Even if the goal to keep the Assad regime in power is achieved, Russian participation to counter ISIS remains a significant consideration for Tehran in forming its further policy toward Moscow. However, it is unlikely that Kremlin will concentrate any serious efforts on fighting the group.
Russia works to expand its influence by pulling its partners into geopolitical projects, rather than by developing bi-lateral relations – in Kremlin’s view, this demonstrates its political weight in the eyes of Washington and Brussels. In the majority of cases, these proposals do not have economic substance and appear as attempts to establish political influence. The decision to provide access to the airbase in Hamadan is anticipated to be viewed in Moscow as Iran’s readiness to develop closer relations, which would lead to the initiation of discussion about joining the EAEU.

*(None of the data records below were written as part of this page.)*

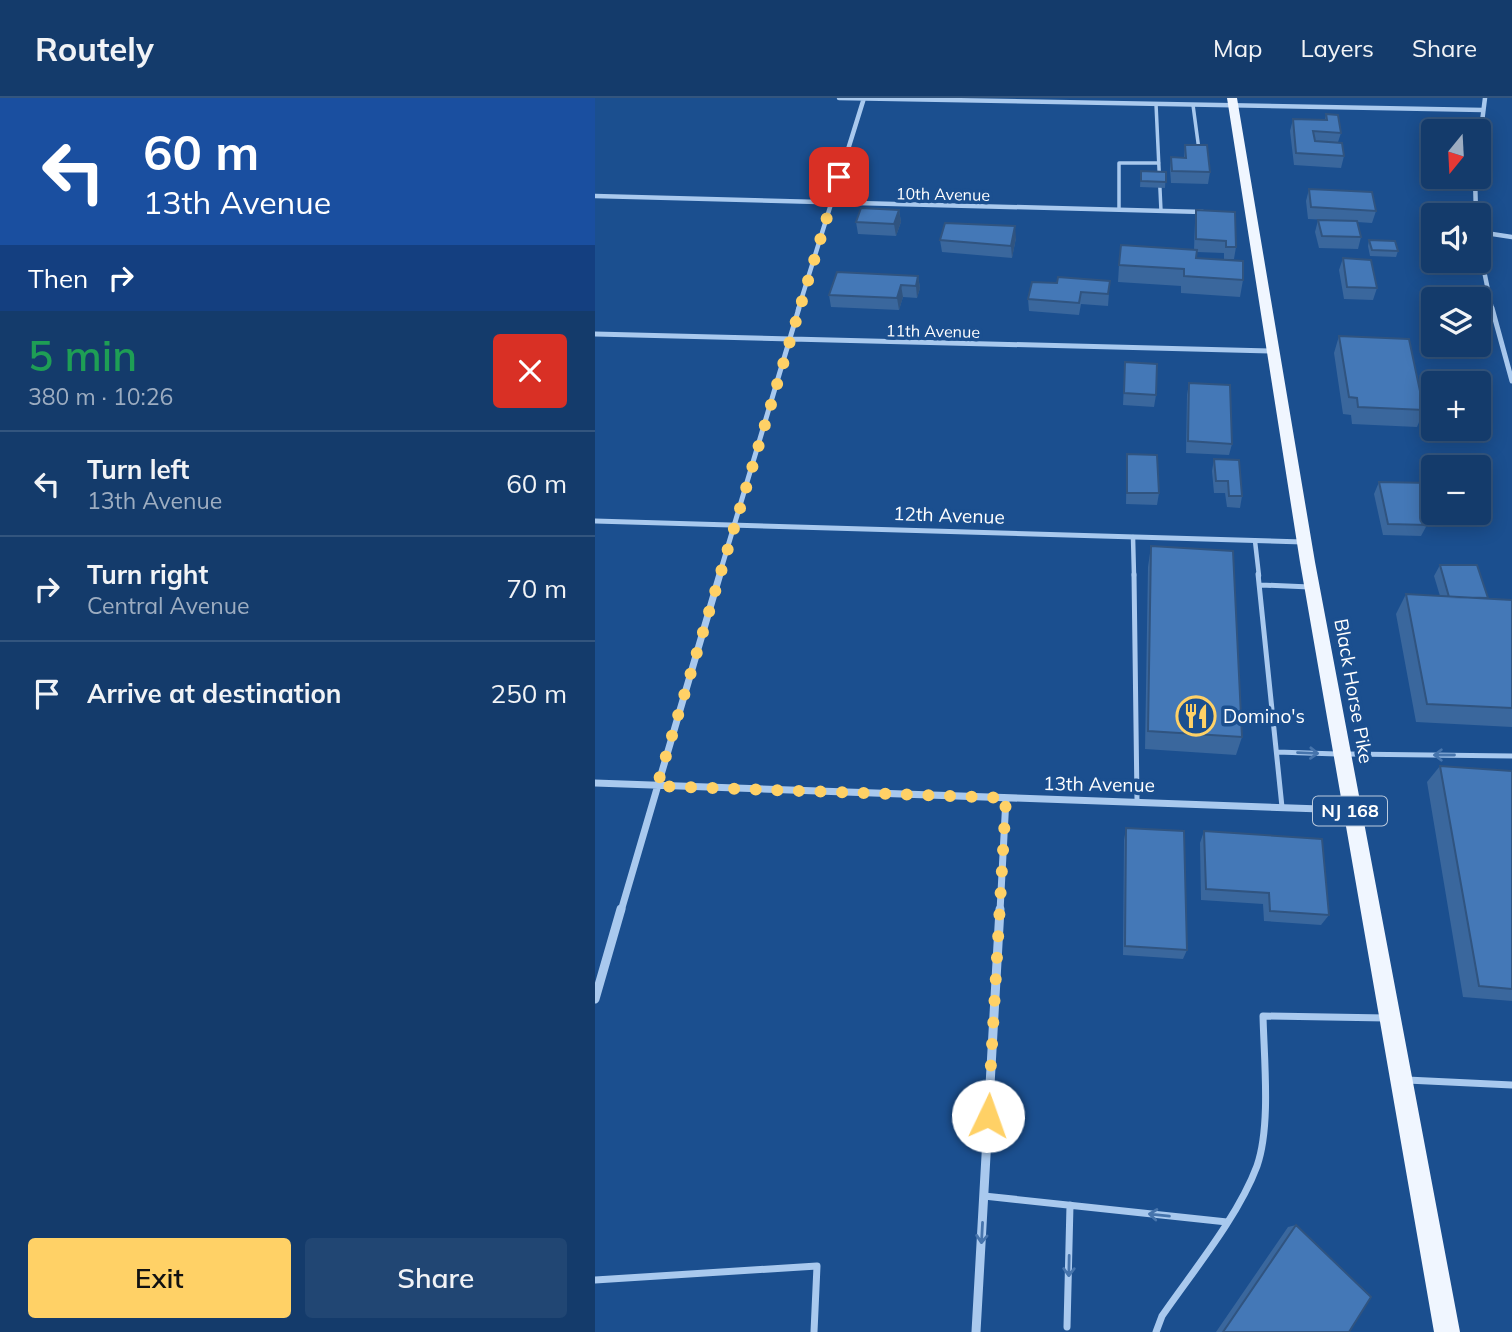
<!DOCTYPE html>
<meta charset="utf-8">
<style>
body{margin:0;font-family:Mulish,sans-serif;background:#214673;color:#f1f3f6;height:100vh;display:flex;flex-direction:column;font-size:26px;white-space:nowrap}
*{box-sizing:border-box;margin:0}
p{font-size:23px;color:#9dadc1}
.icon{flex:none;width:38px;height:38px;fill:none;stroke:currentColor;stroke-width:2;stroke-linecap:round;stroke-linejoin:round}
.map{position:relative;flex:1;overflow:hidden}
.side{display:flex;flex-direction:column;background:#143b6b;width:595px}
.side>*{flex:none}
.banner{background:#1a4fa0;color:#fff;overflow:hidden}
.needle{width:46px;rotate:198deg}
.tools{position:absolute;left:826px;top:21px;display:grid;gap:14px}
.tools a{display:grid;place-items:center;width:70px;height:70px;border-radius:7px;background:#143b6b;box-shadow:0 4px 18px #0003,0 0 0 2px #33557e;font-size:35px}
.pin{position:absolute;display:grid;place-items:center;width:60px;height:60px;color:#fff;margin:-30px;border-radius:14px;box-shadow:0 4px 10px #0006}
.me{position:absolute;width:77px;margin:-38px;rotate:3deg;stroke-linejoin:round;filter:drop-shadow(0 0 5px #0008)}
.turn{display:flex;align-items:center;gap:24px;height:147px;padding:0 28px;font-size:32px}
.turn .icon{width:91px;height:91px;stroke-width:2.5}
.turn b{display:block;font-size:49px;line-height:60px}
.then{display:flex;align-items:center;height:66px;padding:0 28px;background:#0003;gap:14px;font-size:26px}
.round{display:grid;place-items:center;flex:none;width:74px;height:74px;border-radius:7px;background:#214673}
.headline{display:flex;align-items:center;justify-content:space-between;height:119px;padding:0 28px}
h1{font-size:42px;font-weight:600;line-height:52px;color:#1e9e55}
.primary-button{display:flex;gap:14px;margin-top:auto;padding:14px 28px}
.primary-button a{flex:1;height:80px;border-radius:7px;background:#ffd166;color:#111;font-size:28px;font-weight:600;line-height:80px;text-align:center}
.primary-button a+a{background:#214673;color:#f1f3f6}
ul{padding:0;list-style:none}
li{display:flex;align-items:center;gap:21px;height:105px;padding:0 28px;border-top:2px solid #33557e}
li div{flex:1}
li b{display:block;font-size:26px}
li em{font-style:normal}
header{display:flex;align-items:center;gap:42px;box-sizing:border-box;height:98px;padding:0 35px;background:#143b6b;border-bottom:2px solid #33557e}
header strong{font-size:33px}
nav{display:flex;gap:38px;margin-inline-start:auto;font-size:24px}
main{display:flex;flex:1;min-height:0}
.map>svg:first-child{display:block}
.lines{fill:none;stroke-linecap:round;stroke-linejoin:round}
.lane-far3{stroke:#a9c9ee;stroke-width:3.5}
.lane-far2{stroke:#a9c9ee;stroke-width:4.5}
.lane-far1{stroke:#a9c9ee;stroke-width:5}
.lane{stroke:#a9c9ee;stroke-width:7}
.street-far3{stroke:#a9c9ee;stroke-width:4.5}
.street-far2{stroke:#a9c9ee;stroke-width:5}
.street-far1{stroke:#a9c9ee;stroke-width:7}
.street{stroke:#a9c9ee;stroke-width:9}
.primary{fill:#f0f6ff;fill-rule:evenodd}
.wall{fill:#3a679d}
.shaded-wall{fill:#305480}
.building{fill:#4478b7;stroke:#305480;stroke-width:2}
.oneway{stroke:#4674ac}
.route{stroke:#ffd166;stroke-width:12;stroke-dasharray:0 21.6}
.labels{text-anchor:middle;stroke-width:7;stroke-linejoin:round;paint-order:stroke}
.far-street-label{font-size:16px;fill:#fff;stroke:#1b4f8f}
.shield{fill:#1b4f8f;stroke:#bbcadd;stroke-width:2}
.shield-label{font-size:18px;font-weight:bold;fill:#fff}
.street-label{font-size:19px;fill:#fff;stroke:#1b4f8f}
.poi-label{font-size:19px;fill:#fff;stroke:#1b4f8f;text-anchor:start}
</style>
<header>
<strong>Routely</strong>
<nav><a>Map</a><a>Layers</a><a>Share</a></nav>
</header>
<main>
<section class="side">
<div class="banner">
<div class="turn"><svg class="icon" aria-label="left" viewBox="0 0 24 24"><path d="M17 20v-9H6M10 6l-5 5 5 5"/></svg><div><b>60 m</b>13th Avenue</div></div>
<div class="then">Then<svg class="icon" aria-label="right" viewBox="0 0 24 24"><path d="M7 20v-9h11M14 6l5 5-5 5"/></svg></div>
</div>
<div class="headline"><div><h1>5 min</h1><p>380 m · 10:26</p></div><a class="round" style="background:#d93025;color:#fff"><svg class="icon" aria-label="close" viewBox="0 0 24 24"><path d="M6 6l12 12M18 6L6 18"/></svg></a></div>
<ul>
<li><svg class="icon" aria-label="left" viewBox="0 0 24 24"><path d="M17 20v-9H6M10 6l-5 5 5 5"/></svg><div><b>Turn left</b><p>13th Avenue</p></div><em>60 m</em></li>
<li><svg class="icon" aria-label="right" viewBox="0 0 24 24"><path d="M7 20v-9h11M14 6l5 5-5 5"/></svg><div><b>Turn right</b><p>Central Avenue</p></div><em>70 m</em></li>
<li><svg class="icon" aria-label="arrive" viewBox="0 0 24 24"><path d="M6 21V4h12l-3 4 3 4H6"/></svg><div><b>Arrive at destination</b></div><em>250 m</em></li>
</ul>
<div class="primary-button"><a>Exit</a><a>Share</a></div>
</section>
<div class="map">
<svg width="917" height="1234" viewBox="0 0 917 1234">
<rect width="100%" height="100%" fill="#1b4f8f"/>
<g class="lines">
<!-- lane-far3 -->
<path class="lane-far3" d="M 561,6 L 566,113
M 598,7 L 604,52
M 524,112 L 524,65 L 564,65"/>
<!-- lane-far2 -->
<path class="lane-far2" d="M 538,439 L 539,478
M 660,443 L 664,478"/>
<!-- lane-far1 -->
<path class="lane-far1" d="M 539,476 L 542,702
M 663,476 L 687,709
M 666,487 L 715,489
M 682,654 L 742,656
M 752,656 L 917,658"/>
<!-- lane -->
<path class="lane" d="M 812,982 L 917,987
M 389,1098 L 632,1124
M 0,1182 L 222,1168 L 219,1234
M 472,1229 L 475,1107
M 561,1234 L 567,1218 C 598,1173 643,1119 662,1068 C 676,1028 669,961 668,918 L 791,920"/>
<!-- street-far3 -->
<path class="street-far3" d="M 244,0 L 888,12
M 884,48 L 890,0
M 880,79 L 881,117
M 0,98 L 608,114
M 884,134 L 917,139
M 884,148 L 897,212
M 203,212 L 269,0"/>
<!-- street-far2 -->
<path class="street-far2" d="M 897,210 L 917,283
M 0,236 L 675,253
M 0,423 L 708,444
M 124,478 L 204,210"/>
<!-- street-far1 -->
<path class="street-far1" d="M 0,685 L 755,712
M 26,813 L 125,476
M 405,813 L 411,700"/>
<!-- street -->
<path class="street" d="M 0,901 L 26,811
M 381,1234 L 405,811"/>
<!-- primary -->
<path class="primary" d="M 632,0 L 642,0 L 720,464 L 865,1234 L 839,1234 L 705,464 Z"/>
</g>
<!-- wall -->
<path class="wall" d="M 731,16 L 746,35 L 743,44 L 749,58 L 746,70 L 699,67 L 695,33 L 698,21 L 730,22 Z
M 590,47 L 615,74 L 613,86 L 576,85 L 575,71 L 576,59 L 589,60 Z
M 546,73 L 571,74 L 570,90 L 545,89 Z
M 714,91 L 781,113 L 777,125 L 762,124 L 766,139 L 763,151 L 724,150 L 720,134 L 723,122 L 734,122 L 713,121 L 711,103 Z
M 304,112 L 306,124 L 301,138 L 263,136 L 261,124 Z
M 601,112 L 641,149 L 639,161 L 629,161 L 629,155 L 602,154 L 601,160 L 648,182 L 645,199 L 586,195 L 586,188 L 523,184 L 524,167 L 599,152 L 600,124 Z
M 421,140 L 417,160 L 347,154 L 345,142 Z
M 774,142 L 803,153 L 801,159 L 775,158 L 773,148 Z
M 748,160 L 782,190 L 778,202 L 749,201 L 744,172 Z
M 323,178 L 325,190 L 322,200 L 308,199 L 304,212 L 236,209 L 234,197 Z
M 462,185 L 514,195 L 513,208 L 486,206 L 484,217 L 434,213 L 433,201 Z
M 744,238 L 829,312 L 822,329 L 757,326 L 756,317 L 748,316 L 739,255 Z
M 530,264 L 561,297 L 559,309 L 528,307 Z
M 594,285 L 637,346 L 634,357 L 591,355 L 592,297 Z
M 532,356 L 564,395 L 562,407 L 531,406 Z
M 619,361 L 647,398 L 645,410 L 632,409 L 630,395 L 619,395 L 617,373 Z
M 784,384 L 838,395 L 838,412 L 835,417 L 829,417 L 832,427 L 826,438 L 788,437 L 779,396 Z
M 556,448 L 647,639 L 641,657 L 550,651 L 553,469 Z
M 845,467 L 893,500 L 917,502 L 917,629 L 821,624 L 801,516 L 811,496 L 845,498 L 839,478 Z
M 845,668 L 917,673 L 917,903 L 868,899 L 832,684 Z
M 531,730 L 592,852 L 588,861 L 528,857 L 529,742 Z
M 609,733 L 734,817 L 726,827 L 669,823 L 668,806 L 606,802 L 605,745 Z
M 701,1127 L 754,1234 L 621,1234 L 693,1129 Z"/>
<!-- shaded-wall -->
<path class="shaded-wall" d="M 304,112 L 306,124 L 301,138 L 299,126 Z
M 420,128 L 421,140 L 417,160 L 416,148 Z
M 323,178 L 325,190 L 322,200 L 321,188 Z
M 306,187 L 308,199 L 304,212 L 302,200 Z"/>
<!-- building -->
<path class="building" d="M 731,16 L 743,17 L 746,35 L 718,33 L 720,43 L 747,45 L 749,58 L 701,55 L 698,21 L 732,22 Z
M 590,47 L 612,47 L 615,74 L 577,73 L 576,59 L 591,60 Z
M 546,73 L 571,74 L 571,84 L 546,83 Z
M 714,91 L 777,94 L 781,113 L 716,109 Z
M 266,110 L 304,112 L 299,126 L 261,124 Z
M 601,112 L 640,114 L 641,149 L 631,149 L 631,143 L 601,141 Z
M 723,122 L 762,123 L 766,139 L 727,138 Z
M 350,125 L 420,128 L 416,148 L 345,142 Z
M 774,142 L 800,143 L 803,153 L 777,152 Z
M 526,147 L 602,152 L 601,160 L 648,163 L 648,182 L 589,178 L 589,171 L 524,167 Z
M 748,160 L 776,162 L 782,190 L 752,189 Z
M 242,174 L 323,178 L 321,188 L 306,187 L 302,200 L 234,197 Z
M 463,179 L 515,183 L 513,196 L 486,194 L 484,205 L 433,201 L 437,184 L 462,185 Z
M 744,238 L 814,241 L 829,312 L 763,309 L 762,300 L 754,299 Z
M 530,264 L 562,266 L 561,297 L 529,295 Z
M 594,285 L 635,287 L 637,346 L 593,343 Z
M 532,356 L 562,357 L 564,395 L 532,395 Z
M 619,361 L 644,362 L 647,398 L 634,398 L 633,383 L 621,383 Z
M 784,384 L 836,385 L 838,395 L 838,406 L 826,406 L 832,427 L 793,426 Z
M 556,448 L 638,453 L 647,639 L 553,633 Z
M 845,467 L 882,467 L 893,500 L 854,499 Z
M 811,496 L 917,502 L 917,610 L 832,606 Z
M 845,668 L 917,673 L 917,891 L 884,888 Z
M 531,730 L 589,733 L 592,852 L 530,848 Z
M 609,733 L 727,741 L 734,817 L 675,813 L 674,795 L 611,791 Z
M 701,1127 L 776,1199 L 754,1234 L 628,1234 Z"/>
<!-- one-way arrows -->
<defs><path id="oneway-shaft" d="M-6 0H5M1.5-3L5.5 0L1.5 3" fill="none" stroke-width="1.6" stroke-linecap="round" stroke-linejoin="round" transform="scale(1.75)"/></defs>
<g class="oneway">
<use href="#oneway-shaft" transform="translate(713 655) rotate(2)"/>
<use href="#oneway-shaft" transform="translate(849 657) rotate(-180)"/>
<use href="#oneway-shaft" transform="translate(564 1117) rotate(-174)"/>
<use href="#oneway-shaft" transform="translate(387 1135) rotate(93)"/>
<use href="#oneway-shaft" transform="translate(474 1168) rotate(91)"/>
</g>
<g class="lines">
<!-- route -->
<path class="route" d="M 244,79 L 62,688 L 411,700 L 393,1018"/>
</g>
<!-- icons -->
<defs>
<g id="restaurant-ring" transform="scale(2.0125)"><circle r="9.5" fill="#1b4f8f" stroke="#ffd166" stroke-width="1.5"/><path d="M-5-6h1v4h1v-4h1v4h1v-4h1v5L-1.5 .5V6h-2V.5L-5-1ZM5-6V6H3V1.5H1.5Q1.5-4 5-6Z" fill="#ffd166"/></g>
</defs>
<g fill-rule="evenodd">
<use href="#restaurant-ring" x="601" y="618"/>
</g>
<g class="labels">
<!-- far-street labels -->
<g class="far-street-label">
<text transform="translate(348 96) rotate(1)" y="6">10th Avenue</text>
<text transform="translate(338 233) rotate(1)" y="6">11th Avenue</text>
</g>
<!-- shield labels -->
<rect class="shield" x="718" y="698.5" width="74" height="29" rx="5"/>
<g class="shield-label">
<text x="755" y="719">NJ 168</text>
</g>
<!-- street labels -->
<g class="street-label">
<text transform="translate(354 417) rotate(2)" y="7">12th Avenue</text>
<text transform="translate(759 593) rotate(80)" y="7">Black Horse Pike</text>
<text transform="translate(504 686) rotate(1)" y="7">13th Avenue</text>
</g>
<!-- poi labels -->
<g class="poi-label">
<text x="628" y="625">Domino's</text>
</g>
</g>
</svg>
<div class="tools">
<a><svg class="needle" viewBox="-14 -14 28 28"><path d="M0-13l5 13h-10z" fill="#e53935"/><path d="M0 13l5-13h-10z" fill="#9dadc1"/></svg></a>
<a><svg class="icon" aria-label="sound" viewBox="0 0 24 24"><path d="M4 9h4l5-4v14l-5-4H4zM17 9q2 3 0 6"/></svg></a>
<a><svg class="icon" aria-label="layers" viewBox="0 0 24 24"><path d="M12 4l9 5-9 5-9-5zM3 14l9 5 9-5"/></svg></a>
<a>+</a>
<a>−</a>
</div>
<div class="pin" style="left:244px;top:79px;background:#d93025"><svg class="icon" aria-label="arrive" viewBox="0 0 24 24"><path d="M6 21V4h12l-3 4 3 4H6"/></svg></div>
<svg class="me" style="left:393px;top:1018px" viewBox="-20 -20 40 40"><circle r="19" fill="#fff"/><path d="M0-13L10 11 0 6-10 11z" fill="#ffd166"/></svg>
</div>
</main>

Greater cooperation between Moscow and Tehran makes a poor scenario for Ankara. It has no interest in strengthening Iran’s presence in the region and keeps its unique policy toward Lebanon and Azerbaijan.
Increased Russian involvement in the region does not meet the interests of Ankara either, because it seeks to restore Ottoman caliphate and weaken the Moscow-supported Kurdistan Workers’ Party. It is possible that Ankara could agree on taking down the Assad regime, because it appears for Turkish leadership to be a greater threat than ISIS in expanding its influence.
Therefore, current signs suggest that the apparent expansion of Russian presence in the Middle East represents a tactical use of Russian military power by regional players, Iran and Turkey.